Certo, la credibilità come forza di governo del Paese si è ridotta. Se, dopo il successo delle Amministrative, gli italiani esprimevano una certa fiducia sulle capacità di governo (43%), anche se comunque il 46% ne dubitava, oggi i rapporti si sono invertiti tornando a essere quelli di un anno fa. Meno di un quarto scommetterebbe sulla riuscita di un esecutivo pentastellato, la maggioranza (55%) opta per una manifesta incapacità. Solo gli elettori 5 Stelle lo accreditano nettamente come forza di governo credibile (77%), anche se il 17%, pur votandoli, non li ritiene all’altezza.

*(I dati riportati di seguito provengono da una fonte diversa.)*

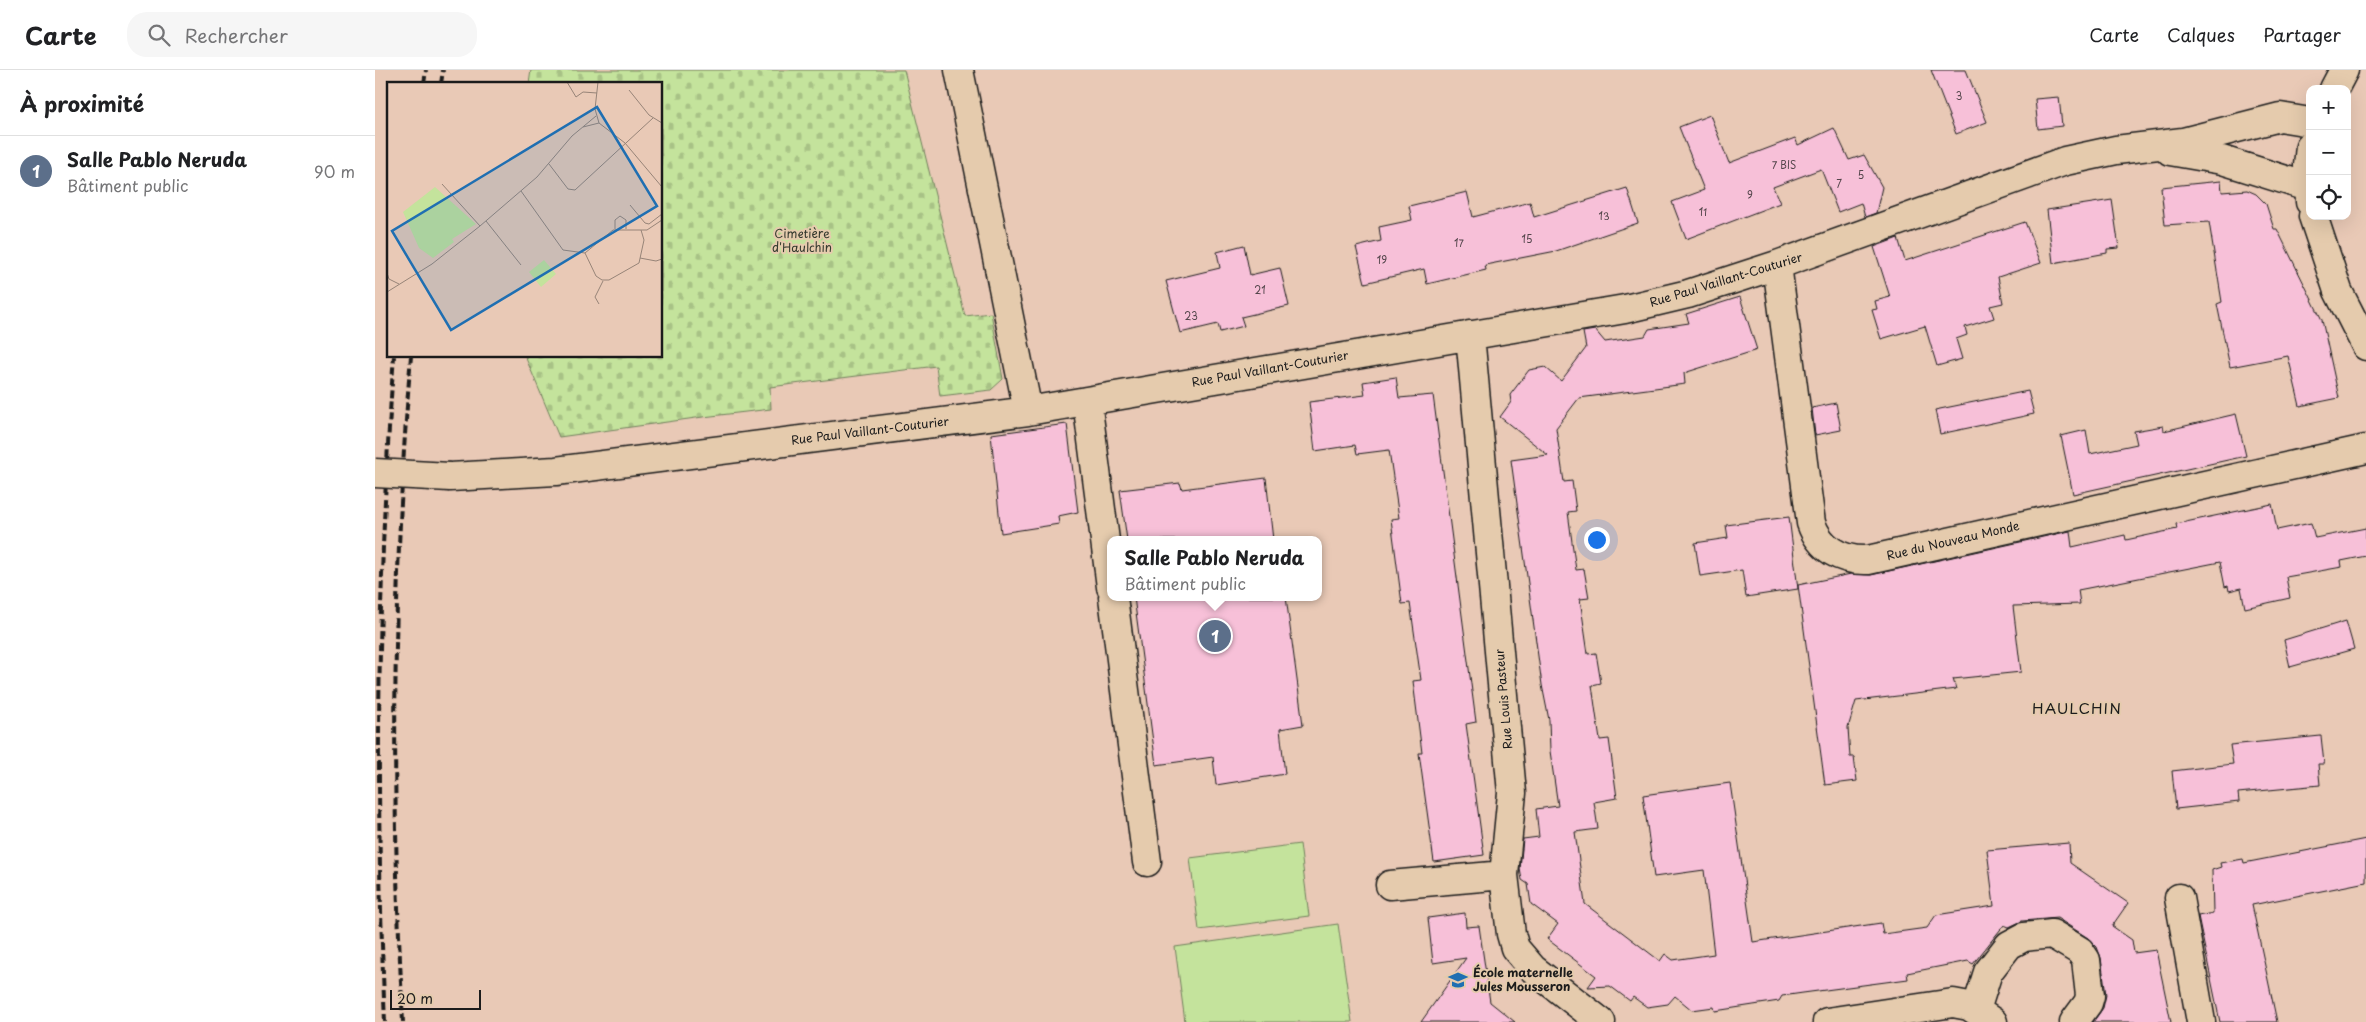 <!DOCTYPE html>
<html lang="fr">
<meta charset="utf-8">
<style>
:root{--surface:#fff;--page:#f6f6f6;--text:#202124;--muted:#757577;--line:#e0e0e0;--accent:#111827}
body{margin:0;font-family:"Playpen Sans",sans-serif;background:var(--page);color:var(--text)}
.controls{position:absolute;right:15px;top:15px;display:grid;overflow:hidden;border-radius:10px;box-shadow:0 5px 20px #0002}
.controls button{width:45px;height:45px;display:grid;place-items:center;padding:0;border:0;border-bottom:1px solid var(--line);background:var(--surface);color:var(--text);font:25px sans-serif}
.scale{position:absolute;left:15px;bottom:12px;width:91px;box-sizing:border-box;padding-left:5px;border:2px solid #1c1c1c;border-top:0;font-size:14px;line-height:18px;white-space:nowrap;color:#1c1c1c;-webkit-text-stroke:4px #e5cbad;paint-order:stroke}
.you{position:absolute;left:1221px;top:469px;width:18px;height:18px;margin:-12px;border:4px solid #fff;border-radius:50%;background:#1a73e8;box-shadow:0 0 0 8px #1a73e833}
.badge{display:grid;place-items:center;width:32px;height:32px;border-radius:50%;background:var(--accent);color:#fff;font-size:16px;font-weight:700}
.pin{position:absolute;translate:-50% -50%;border:2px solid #fff;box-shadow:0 1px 5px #0006}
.popup{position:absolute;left:732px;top:466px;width:215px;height:65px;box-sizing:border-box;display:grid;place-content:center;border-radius:10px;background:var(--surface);filter:drop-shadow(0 1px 4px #0005);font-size:16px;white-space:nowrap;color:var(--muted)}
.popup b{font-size:19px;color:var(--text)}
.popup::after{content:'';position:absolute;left:50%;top:100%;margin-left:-10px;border:10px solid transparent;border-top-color:var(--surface)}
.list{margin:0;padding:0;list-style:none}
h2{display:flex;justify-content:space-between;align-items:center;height:65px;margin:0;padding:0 20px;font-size:21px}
h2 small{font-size:16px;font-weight:400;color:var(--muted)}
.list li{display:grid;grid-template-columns:32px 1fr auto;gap:15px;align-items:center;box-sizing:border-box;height:70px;padding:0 20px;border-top:1px solid var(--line)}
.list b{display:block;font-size:19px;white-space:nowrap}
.list p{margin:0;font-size:16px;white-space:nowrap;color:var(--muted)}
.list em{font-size:16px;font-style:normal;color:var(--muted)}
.icon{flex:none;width:28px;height:28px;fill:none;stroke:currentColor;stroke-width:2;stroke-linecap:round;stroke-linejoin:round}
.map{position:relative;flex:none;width:1991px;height:952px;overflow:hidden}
header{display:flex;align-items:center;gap:30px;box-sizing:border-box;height:70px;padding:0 25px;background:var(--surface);border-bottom:1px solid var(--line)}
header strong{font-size:24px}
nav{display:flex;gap:28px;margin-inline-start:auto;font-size:18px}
.search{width:350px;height:45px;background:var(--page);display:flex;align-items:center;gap:12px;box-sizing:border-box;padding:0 18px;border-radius:20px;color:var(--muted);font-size:19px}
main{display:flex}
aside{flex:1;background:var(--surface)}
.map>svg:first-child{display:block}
</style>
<header>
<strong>Carte</strong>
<div class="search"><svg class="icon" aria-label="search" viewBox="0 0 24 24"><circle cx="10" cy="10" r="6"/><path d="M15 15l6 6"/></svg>Rechercher</div>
<nav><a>Carte</a><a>Calques</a><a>Partager</a></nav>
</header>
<main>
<aside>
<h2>À proximité<small></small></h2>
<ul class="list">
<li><span class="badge" style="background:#5c6f8a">1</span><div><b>Salle Pablo Neruda</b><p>Bâtiment public</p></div><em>90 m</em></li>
</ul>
</aside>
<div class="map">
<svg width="1991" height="952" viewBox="0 0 1991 952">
<defs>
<pattern id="cemetery-stones" width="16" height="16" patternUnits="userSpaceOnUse" patternTransform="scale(1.25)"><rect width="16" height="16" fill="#c4e39c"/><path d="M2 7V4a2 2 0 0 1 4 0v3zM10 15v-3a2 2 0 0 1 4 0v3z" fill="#a8c286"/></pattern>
</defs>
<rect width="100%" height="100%" fill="#e9c9b6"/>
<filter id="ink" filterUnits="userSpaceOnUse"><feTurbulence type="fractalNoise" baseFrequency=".02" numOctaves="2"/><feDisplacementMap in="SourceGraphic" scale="10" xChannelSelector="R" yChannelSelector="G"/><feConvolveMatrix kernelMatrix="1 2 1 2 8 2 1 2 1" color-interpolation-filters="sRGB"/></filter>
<g filter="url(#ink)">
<path fill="url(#cemetery-stones)" stroke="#70805c" d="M 156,0 L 529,0 L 590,246 L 616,243 L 628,309 L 616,320 L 565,326 L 561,296 L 395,317 L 396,339 L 328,347 L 184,367 L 150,286 L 286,286 L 286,14 L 154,14 Z"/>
<path fill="#c4e39c" stroke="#70805c" d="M 925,774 L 934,846 L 824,860 L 815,788 Z
M 963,854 L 977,952 L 810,952 L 800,877 Z"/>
<path fill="#f7c0d8" stroke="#1c1c1c" d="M 1556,0 L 1591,0 L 1612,52 L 1581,64 Z
M 1684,27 L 1687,56 L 1663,59 L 1660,29 Z
M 1335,45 L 1354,93 L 1420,68 L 1423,75 L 1459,58 L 1474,90 L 1489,85 L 1507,117 L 1501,143 L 1490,147 L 1486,133 L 1463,142 L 1446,99 L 1398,117 L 1405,133 L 1311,169 L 1297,132 L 1329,120 L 1304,57 Z
M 1846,111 L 1847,122 L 1872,120 L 1881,124 L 1891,134 L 1899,159 L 1902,159 L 1947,250 L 1964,328 L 1925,336 L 1913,286 L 1855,297 L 1842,234 L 1847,232 L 1834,152 L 1790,155 L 1786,117 Z
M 1252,118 L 1263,153 L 1181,181 L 1110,195 L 1111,200 L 1052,214 L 1049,199 L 990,213 L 981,177 L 1006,171 L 1004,157 L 1037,150 L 1034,136 L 1092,122 L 1098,147 L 1155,132 L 1159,147 Z
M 1737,130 L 1744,178 L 1732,179 L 1732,183 L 1678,193 L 1672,140 Z
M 1650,152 L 1666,193 L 1623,207 L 1628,233 L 1615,236 L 1619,248 L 1590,257 L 1592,265 L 1581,269 L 1587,289 L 1562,296 L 1550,256 L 1506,269 L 1497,240 L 1502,239 L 1500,231 L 1515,227 L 1499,177 L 1523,168 L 1530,191 Z
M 869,175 L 875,205 L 905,198 L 914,236 L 866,247 L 869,256 L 845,262 L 843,254 L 805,263 L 791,211 L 845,198 L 842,182 Z
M 1365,227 L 1382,280 L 1309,303 L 1310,314 L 1204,328 L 1181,358 L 1189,412 L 1197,411 L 1201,441 L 1193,442 L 1197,472 L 1201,500 L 1209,499 L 1214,528 L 1205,529 L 1213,584 L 1221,583 L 1226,613 L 1217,615 L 1221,644 L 1225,670 L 1234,669 L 1242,728 L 1219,732 L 1223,759 L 1200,762 L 1210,834 L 1285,891 L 1290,884 L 1298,890 L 1339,884 L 1329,800 L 1279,807 L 1268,725 L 1355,713 L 1378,872 L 1506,853 L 1508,864 L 1552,858 L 1561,845 L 1619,836 L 1612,780 L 1694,773 L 1695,793 L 1753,833 L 1737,856 L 1757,870 L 1759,883 L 1781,880 L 1796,952 L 1718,952 L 1728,938 L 1731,925 L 1726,888 L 1722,877 L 1713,868 L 1682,848 L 1647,851 L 1634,857 L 1629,855 L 1598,894 L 1593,891 L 1532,903 L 1533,909 L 1428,923 L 1407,926 L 1404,931 L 1340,941 L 1339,937 L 1317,940 L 1300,926 L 1293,934 L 1272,937 L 1258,927 L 1255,931 L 1235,916 L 1213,917 L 1221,906 L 1172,869 L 1183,854 L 1156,834 L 1153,814 L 1147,810 L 1145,799 L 1148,769 L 1164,767 L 1161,739 L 1183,736 L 1175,681 L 1174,650 L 1167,615 L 1136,390 L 1173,385 L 1125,347 L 1136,332 L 1135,325 L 1154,300 L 1170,297 L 1186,311 L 1211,278 L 1208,262 L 1220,260 L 1230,272 L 1270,266 L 1274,259 L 1314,253 L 1311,244 Z
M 1021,307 L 1024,328 L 1058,325 L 1101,652 L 1091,654 L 1109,785 L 1059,792 L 1044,683 L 1047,683 L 1038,611 L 1046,610 L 1035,533 L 1027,534 L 1016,449 L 1024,448 L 1014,380 L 982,384 L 980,375 L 940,381 L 934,332 L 990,325 L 988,312 Z
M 1653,321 L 1659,344 L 1565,364 L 1560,340 Z
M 1461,333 L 1466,360 L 1440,365 L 1437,338 Z
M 1861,344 L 1871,386 L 1698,424 L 1686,366 L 1711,360 L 1715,384 L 1762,374 L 1759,361 L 1788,356 L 1789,361 Z
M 692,354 L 703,442 L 683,446 L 684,454 L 626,463 L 616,364 Z
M 891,408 L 898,470 L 752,470 L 745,420 L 805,413 L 807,419 Z
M 1897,434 L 1902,460 L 1936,453 L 1940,468 L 1991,458 L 1991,486 L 1966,491 L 1967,497 L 1911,507 L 1915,528 L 1870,538 L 1866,518 L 1854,521 L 1853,516 L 1850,517 L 1845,492 L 1703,520 L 1705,534 L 1638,536 L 1646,602 L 1578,609 L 1581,619 L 1481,631 L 1473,658 L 1475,687 L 1479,687 L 1482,711 L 1450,715 L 1423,515 L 1476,504 L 1496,505 L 1695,461 L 1697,477 L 1750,465 L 1751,470 L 1802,459 L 1801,454 Z
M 1414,447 L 1423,519 L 1371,527 L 1367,500 L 1325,506 L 1320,473 L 1353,468 L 1351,455 Z
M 759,527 L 911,527 L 928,655 L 905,659 L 910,704 L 841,715 L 838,687 L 781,695 Z
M 1971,551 L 1979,579 L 1915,597 L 1909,570 Z
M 1946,666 L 1949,694 L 1943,694 L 1945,715 L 1863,723 L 1864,732 L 1801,739 L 1797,701 L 1858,694 L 1855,675 Z
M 1991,769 L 1991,812 L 1877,835 L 1902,952 L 1845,952 L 1823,846 L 1838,843 L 1837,800 L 1846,797 L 1845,793 L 1868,789 L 1869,793 Z
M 1090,843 L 1091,857 L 1104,856 L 1115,932 L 1140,952 L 1046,952 L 1091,888 L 1058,893 L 1053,848 Z"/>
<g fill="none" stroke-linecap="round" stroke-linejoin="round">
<g stroke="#1c1c1c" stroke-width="31">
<path id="minor" d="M 584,0 L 653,341
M 1959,19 L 1969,0
M 1935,76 L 1933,96 L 1935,132
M 1795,81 L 1847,90 L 1933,117
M 1938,146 L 1963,221 L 1991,276
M 1402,195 L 1436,453 C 1445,479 1466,491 1493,490 L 1991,379
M 1095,265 L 1137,723 L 1129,805 L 1136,864 L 1140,878 L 1158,899 L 1226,952
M 712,331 L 736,517
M 75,407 L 181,401 L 653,341 L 1250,239 L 1313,224 L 1402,195 L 1690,91 L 1741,80 L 1808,72 L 1905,47 L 1935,52
M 738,527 L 772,792
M 1015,815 L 1129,805
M 1804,828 L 1826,952
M 1601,940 L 1613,902 L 1634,875 L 1649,867 L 1677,864 L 1705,881 L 1711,890 L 1715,926 L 1713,933 L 1699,952
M 1452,952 L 1578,933 L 1594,936 L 1618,952"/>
</g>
<use href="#minor" stroke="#e5cbad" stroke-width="28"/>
<path stroke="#1c1c1c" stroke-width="4" stroke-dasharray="8 4" stroke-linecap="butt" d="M 49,14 L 51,0
M 66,14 L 68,0
M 10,952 C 0,730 2,508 19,286
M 28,952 C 16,730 17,508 36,286"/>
<g stroke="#1c1c1c" stroke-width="31" stroke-linecap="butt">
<path id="minor-bridge" d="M 0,403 L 75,407"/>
</g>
<use href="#minor-bridge" stroke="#e5cbad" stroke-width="28"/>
</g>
</g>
<defs>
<g id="school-bare" transform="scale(1.5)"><path d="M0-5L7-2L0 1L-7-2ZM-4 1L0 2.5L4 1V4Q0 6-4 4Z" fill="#1f6fb2" stroke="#e5cbad" stroke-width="2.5" paint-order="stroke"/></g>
</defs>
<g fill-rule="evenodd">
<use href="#school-bare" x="1083" y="910"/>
</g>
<g text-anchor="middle" stroke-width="4" stroke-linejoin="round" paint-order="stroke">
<g font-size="10" fill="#53454b">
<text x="1584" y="30">3</text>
<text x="1409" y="99">7 BIS</text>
<text x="1486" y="109">5</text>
<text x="1464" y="118">7</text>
<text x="1375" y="129">9</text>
<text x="1328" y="146">11</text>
<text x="1229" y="150">13</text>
<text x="1152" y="173">15</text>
<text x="1084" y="177">17</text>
<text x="1007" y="194">19</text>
<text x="885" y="224">21</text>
<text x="816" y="250">23</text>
</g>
<g font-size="12" fill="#353a2f" stroke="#e5cbad">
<text x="427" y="168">Cimetière<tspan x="427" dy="14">d'Haulchin</tspan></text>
</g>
<g font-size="12" fill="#1c1c1c" stroke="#e5cbad">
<text transform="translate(1351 210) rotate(-17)" y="4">Rue Paul Vaillant-Couturier</text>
<text transform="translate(895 299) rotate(-10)" y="4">Rue Paul Vaillant-Couturier</text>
<text transform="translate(495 361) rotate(-7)" y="4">Rue Paul Vaillant-Couturier</text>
<text transform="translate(1578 471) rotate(-13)" y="4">Rue du Nouveau Monde</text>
<text transform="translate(1129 629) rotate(-95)" y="4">Rue Louis Pasteur</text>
</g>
<g font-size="12" font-weight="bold" fill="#1c1c1c" stroke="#e5cbad" text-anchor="start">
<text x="1098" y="907">École maternelle<tspan x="1098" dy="14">Jules Mousseron</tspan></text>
</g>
<g font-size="15" letter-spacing="1" fill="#1c1c1c" stroke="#e5cbad">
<text x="1702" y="644">HAULCHIN</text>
</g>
</g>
<g transform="translate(12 12)">
<rect width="275" height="275" fill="#e9c9b6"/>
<path d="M 48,105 L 89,142 L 65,157 L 67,160 L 46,176 L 32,166 L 16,130 Z" fill="#c4e39c"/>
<path d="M 157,178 L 169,192 L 154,205 L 142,190 Z" fill="#c4e39c"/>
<path fill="none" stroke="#978478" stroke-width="1" d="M 180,0 L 189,15 L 196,10 L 210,11M 211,0 L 208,27 L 212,41 L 238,61 L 275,105M 242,8 L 262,33 L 275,41M 196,45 L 212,41M 162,82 L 181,107 L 188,108 L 266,36M 55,102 L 93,144M 134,109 L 176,168 L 198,171M 243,123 L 258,141M 99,139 L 134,183M 258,141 L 262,142 L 275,132M 228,147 L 228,138 L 233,134 L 239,138 L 239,147M 198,171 L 209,194 L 215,198 L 222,198 L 252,181 L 257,158 L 254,148M 198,171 L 226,148 L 260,148 L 275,138M 253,176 L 269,179 L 275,177M 0,191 L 2,197 L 12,202M 0,210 L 45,182 L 93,144 L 150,95 L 185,54 L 209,34M 212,222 L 208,215 L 216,199"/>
<path fill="#1f6fb2" fill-opacity="0.15" stroke="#1f6fb2" stroke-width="2.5" d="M 210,25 L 270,124 L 64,248 L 5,149 Z"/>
<rect width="275" height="275" fill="none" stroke="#1c1c1c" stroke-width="2.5"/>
</g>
</svg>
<div class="controls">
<button>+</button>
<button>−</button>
<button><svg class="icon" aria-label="locate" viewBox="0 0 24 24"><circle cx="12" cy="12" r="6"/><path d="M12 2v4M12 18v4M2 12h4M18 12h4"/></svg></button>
</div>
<div class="scale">20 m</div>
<div class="you"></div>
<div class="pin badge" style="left:840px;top:566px;background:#5c6f8a">1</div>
<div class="popup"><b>Salle Pablo Neruda</b>Bâtiment public</div>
</div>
</main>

Luigi Di Maio paga le conseguenze del suo ruolo nella vicenda e delle sottovalutazioni: rispetto a luglio oggi la sua popolarità diminuisce di 6 punti e il saldo tra valutazioni positive e negative torna ai livelli precedenti alle Amministrative.
L’orientamento critico ma parzialmente assolutorio si conferma anche nelle intenzioni di voto. Il Movimento subisce un contraccolpo ma non un crollo: rispetto a luglio perde 2 punti percentuali. I voti in uscita non favoriscono in nessun modo i partiti tradizionali. Ne beneficia innanzitutto l’astensione, che cresce di oltre due punti, quindi i partiti che sono vissuti da molti elettori come «antisistema»: Fratelli d’Italia e Lega.
Per i 5 Stelle l’avvertimento è chiaro, ma, se sapranno riprendere la rotta, molte delle perplessità rientreranno. Per gli altri partiti si conferma la difficoltà di pescare in questo bacino, con un elettorato assai difficile da recuperare.